Store owners Brent Partland and Jenn Rhodes immediately offered to help.
Sprang into action
"We just sprung into action. Jenn grabbed the phone book, found the boat tour he had been on — it was the Bird Island boat tour — but they didn't have it," Partland told CBC's Maritime Noon on Wednesday.
Partland then asked the couple where they ate after the boat tour, and made another call.
It turned out the lost credit card was at Fitzgerald's Restaurant in Boularderie. To save the tourists the two-hour trip out of their way to retrieve the card, Partland made an offer.

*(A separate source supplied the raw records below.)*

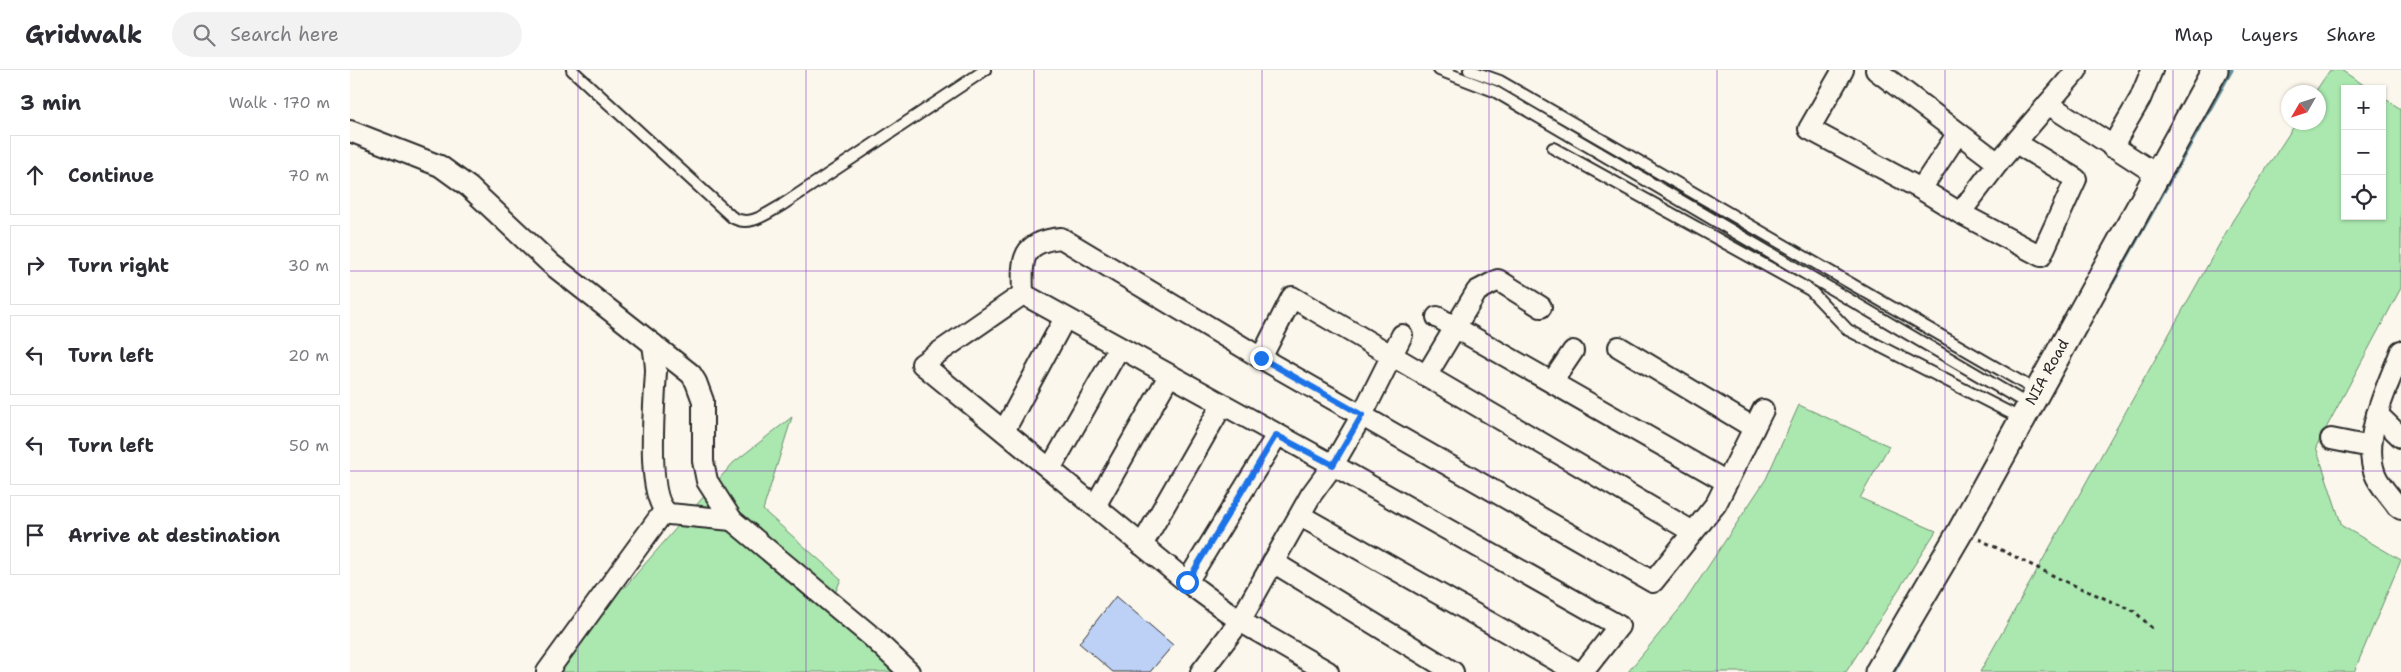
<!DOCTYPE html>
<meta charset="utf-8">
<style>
:root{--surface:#fff;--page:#f2f2f3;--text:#2b2b33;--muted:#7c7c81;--line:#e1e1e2}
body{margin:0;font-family:"Shantell Sans",sans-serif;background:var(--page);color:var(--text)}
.controls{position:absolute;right:15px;top:15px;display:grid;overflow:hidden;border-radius:0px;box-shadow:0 1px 4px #0004}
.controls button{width:45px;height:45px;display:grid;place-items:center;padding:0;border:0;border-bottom:1px solid var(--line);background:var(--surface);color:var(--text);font:25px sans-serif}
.compass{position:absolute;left:1931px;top:15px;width:45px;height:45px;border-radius:50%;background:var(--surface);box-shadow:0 1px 4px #0004;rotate:231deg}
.stop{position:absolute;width:15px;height:15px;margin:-11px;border:4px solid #1a73e8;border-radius:50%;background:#fff}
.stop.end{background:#1a73e8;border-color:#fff;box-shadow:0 1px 5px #0008}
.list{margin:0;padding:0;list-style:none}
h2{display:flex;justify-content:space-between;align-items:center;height:65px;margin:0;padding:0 20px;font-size:21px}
h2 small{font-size:16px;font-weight:400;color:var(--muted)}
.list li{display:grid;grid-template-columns:32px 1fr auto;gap:15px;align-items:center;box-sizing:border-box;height:80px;margin:0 10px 10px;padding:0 10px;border:1px solid var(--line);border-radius:0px}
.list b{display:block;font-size:19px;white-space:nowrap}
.list em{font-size:16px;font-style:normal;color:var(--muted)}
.icon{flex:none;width:28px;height:28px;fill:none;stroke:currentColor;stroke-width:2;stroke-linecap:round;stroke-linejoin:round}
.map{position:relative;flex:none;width:2051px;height:602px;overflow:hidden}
header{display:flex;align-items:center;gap:30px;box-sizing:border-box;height:70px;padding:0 25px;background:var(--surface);border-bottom:1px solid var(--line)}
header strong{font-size:24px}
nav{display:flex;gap:28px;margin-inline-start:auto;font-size:18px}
.search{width:350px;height:45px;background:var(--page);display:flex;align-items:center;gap:12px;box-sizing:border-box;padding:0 18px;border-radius:28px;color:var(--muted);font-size:19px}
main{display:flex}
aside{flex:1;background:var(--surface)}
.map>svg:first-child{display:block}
.green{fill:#aae8af;stroke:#6a8a6d}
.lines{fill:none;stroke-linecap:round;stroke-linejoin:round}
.stream{stroke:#64929d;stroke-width:5}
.building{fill:#bdd1f6;stroke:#2b2b2b}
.service-casing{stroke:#2b2b2b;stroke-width:14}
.minor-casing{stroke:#2b2b2b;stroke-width:24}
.tertiary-casing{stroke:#2b2b2b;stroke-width:29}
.path{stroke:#2b2b2b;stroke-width:3;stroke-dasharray:4 4;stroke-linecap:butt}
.service{stroke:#fbf7ec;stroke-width:10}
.minor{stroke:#fbf7ec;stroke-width:20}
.tertiary{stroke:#fbf7ec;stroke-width:25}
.route{stroke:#1a73e8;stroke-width:6}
.grid{fill:none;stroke:#7b2cbf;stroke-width:1;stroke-opacity:0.55}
.labels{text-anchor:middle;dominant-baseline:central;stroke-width:4;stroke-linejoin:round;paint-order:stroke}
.street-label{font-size:15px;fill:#2b2b2b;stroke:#fbf7ec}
</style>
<header>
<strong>Gridwalk</strong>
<div class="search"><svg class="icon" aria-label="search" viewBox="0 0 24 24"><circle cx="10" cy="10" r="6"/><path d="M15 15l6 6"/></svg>Search here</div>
<nav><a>Map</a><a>Layers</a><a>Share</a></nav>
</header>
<main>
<aside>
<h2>3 min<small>Walk · 170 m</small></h2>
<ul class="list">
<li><svg class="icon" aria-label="ahead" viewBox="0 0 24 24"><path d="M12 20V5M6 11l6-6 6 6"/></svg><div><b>Continue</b></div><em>70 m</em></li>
<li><svg class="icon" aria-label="right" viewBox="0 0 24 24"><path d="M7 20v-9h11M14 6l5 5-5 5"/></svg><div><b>Turn right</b></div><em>30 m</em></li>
<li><svg class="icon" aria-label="left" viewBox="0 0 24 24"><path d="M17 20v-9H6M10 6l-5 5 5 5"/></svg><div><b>Turn left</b></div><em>20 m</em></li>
<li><svg class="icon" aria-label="left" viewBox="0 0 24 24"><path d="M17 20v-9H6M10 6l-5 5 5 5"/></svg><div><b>Turn left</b></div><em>50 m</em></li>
<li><svg class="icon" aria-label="arrive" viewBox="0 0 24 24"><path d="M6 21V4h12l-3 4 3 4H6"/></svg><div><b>Arrive at destination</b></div></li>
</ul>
</aside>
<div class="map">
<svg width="2051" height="602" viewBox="0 0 2051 602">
<rect width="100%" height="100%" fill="#fbf7ec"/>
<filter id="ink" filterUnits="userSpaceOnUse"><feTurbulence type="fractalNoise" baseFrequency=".02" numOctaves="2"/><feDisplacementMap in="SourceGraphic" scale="10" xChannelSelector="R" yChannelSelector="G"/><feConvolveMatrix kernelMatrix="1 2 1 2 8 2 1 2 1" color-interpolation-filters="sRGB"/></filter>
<g filter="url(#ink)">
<g class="green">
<polygon points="1980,0 1991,0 2020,19 1995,19 1995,146 2032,146 2032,27 2051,39 2051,218 1966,377 1992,456 2051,490 2004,602 1630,602 1883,150 1946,53 1968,52 1968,22 1965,22"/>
<polygon points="1449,335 1539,376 1510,428 1586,461 1496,602 1278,602 1332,536 1416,409"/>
<polygon points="442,347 413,440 491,509 479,538 542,602 187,602 254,509 274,518 383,393"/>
</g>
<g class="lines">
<g class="stream">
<polyline points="1762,213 1881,0"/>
<polyline points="1543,602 1563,567"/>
</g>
</g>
<polygon class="building" points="766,526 823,575 800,602 763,602 729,573"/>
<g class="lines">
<defs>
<g id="service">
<path d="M222,0L382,147C399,158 416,144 432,135L635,0"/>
<polyline points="1089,0 1144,21 1679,335"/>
<polyline points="1119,0 1150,11 1687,321"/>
<polyline points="1203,78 1460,220 1498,260 1672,349"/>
</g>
<g id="minor">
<polyline points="1493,0 1459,59 1571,119 1608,63"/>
<polyline points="1526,0 1648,93 1698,34 1806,104"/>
<polyline points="1698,34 1727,0"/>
<polyline points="0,61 90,96 119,117 201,194 341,304 346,312 353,331 353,391 357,411 382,450 521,566 559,602"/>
<polyline points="1762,77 1790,29 1802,0"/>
<polyline points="1571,119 1610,143 1691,186 1726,109 1666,73"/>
<polyline points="1610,143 1648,93"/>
<path d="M673,224C672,190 670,172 711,168L911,288L1303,512L1366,434L1413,340"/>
<polyline points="673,224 983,395 1269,556 1233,602"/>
<polyline points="673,224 572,294 837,512 890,551 978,602"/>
<polyline points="1087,247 1377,412"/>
<path d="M303,274C304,283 306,292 306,301C305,329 294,429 319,444L382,450"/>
<polyline points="1269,277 1404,358"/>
<path d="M2051,281C2038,316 2011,367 2025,404C2029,415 2040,426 2047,436L2051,439"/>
<polyline points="911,288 942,227 1343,462"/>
<polyline points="1076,306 1127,221 1148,210 1191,237"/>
<polyline points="1202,312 1223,281"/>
<polyline points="2027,344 2051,367"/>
<polyline points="654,361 715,248"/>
<polyline points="1981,369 2021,377"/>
<polyline points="700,399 769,278"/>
<polyline points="745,436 819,306"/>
<polyline points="951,446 1227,602"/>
<polyline points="792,475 872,335"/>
<polyline points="923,492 1103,602"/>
<polyline points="837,512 927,365"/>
<polyline points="197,602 314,441"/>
<polyline points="851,602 890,551 961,425 983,395 1012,345 1052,265"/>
</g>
<polyline id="tertiary" points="1528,602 1610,462 1865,0"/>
</defs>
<use href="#service" class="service-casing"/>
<use href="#minor" class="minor-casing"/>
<use href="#tertiary" class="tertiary-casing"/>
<polyline class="path" points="1629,469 1714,511 1784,541 1803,559"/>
<use href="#service" class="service"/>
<use href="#minor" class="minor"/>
<use href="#tertiary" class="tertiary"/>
</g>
</g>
<g class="lines" filter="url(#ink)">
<polyline class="route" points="837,512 926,365 983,395 1012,345 911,288"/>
</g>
<path class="grid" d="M228,0V602M456,0V602M684,0V602M912,0V602M1139,0V602M1367,0V602M1595,0V602M1823,0V602M0,201H2051M0,401H2051"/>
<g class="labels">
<g class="street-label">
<text transform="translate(1697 302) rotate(-61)">NIA Road</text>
</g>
</g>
</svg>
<div class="controls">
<button>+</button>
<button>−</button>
<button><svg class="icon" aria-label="locate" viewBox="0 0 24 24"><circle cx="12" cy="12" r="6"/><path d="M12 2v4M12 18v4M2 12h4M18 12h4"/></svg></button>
</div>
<svg class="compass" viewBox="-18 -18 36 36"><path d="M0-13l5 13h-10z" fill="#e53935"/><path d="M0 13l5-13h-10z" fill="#7c7c81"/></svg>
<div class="stop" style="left:837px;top:512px"></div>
<div class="stop end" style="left:911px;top:288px"></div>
</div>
</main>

"I just said to them, 'You know what folks, I'm going to be heading into town tomorrow, I can pick up your card for you,'" Partland said.
Not a big deal
The couple, who were staying in nearby Ingonish, were "floored" when they met up with Partland the next day and he handed over their card.
"He tried to give me a cash reward a few times and I refused it. That's not why I did it. I did it so he could continue to enjoy his vacation, not for any monetary gain, that's for sure."
Evans then wrote a thank you letter that was posted on Facebook.
"The people of Nova Scotia's reputation for being good and kind people is confirmed once again," he wrote.
Partland said he didn't mean for the act of kindness to become a big deal.
"For us, it's just the way we do things out here. We try to live as honourably as possible. If somebody comes in and needs help or anything, we try to help them out."
Living in the remote community near the northern tip of Cape Breton brings a sense of responsibility, Partland said.
"We live on premises with the gas station so we'll get phone calls at all hours of the night, people knocking on the door, needing gas or needing this or needing that.
"We open up for them. That's just part of who we are, what we have to do out here."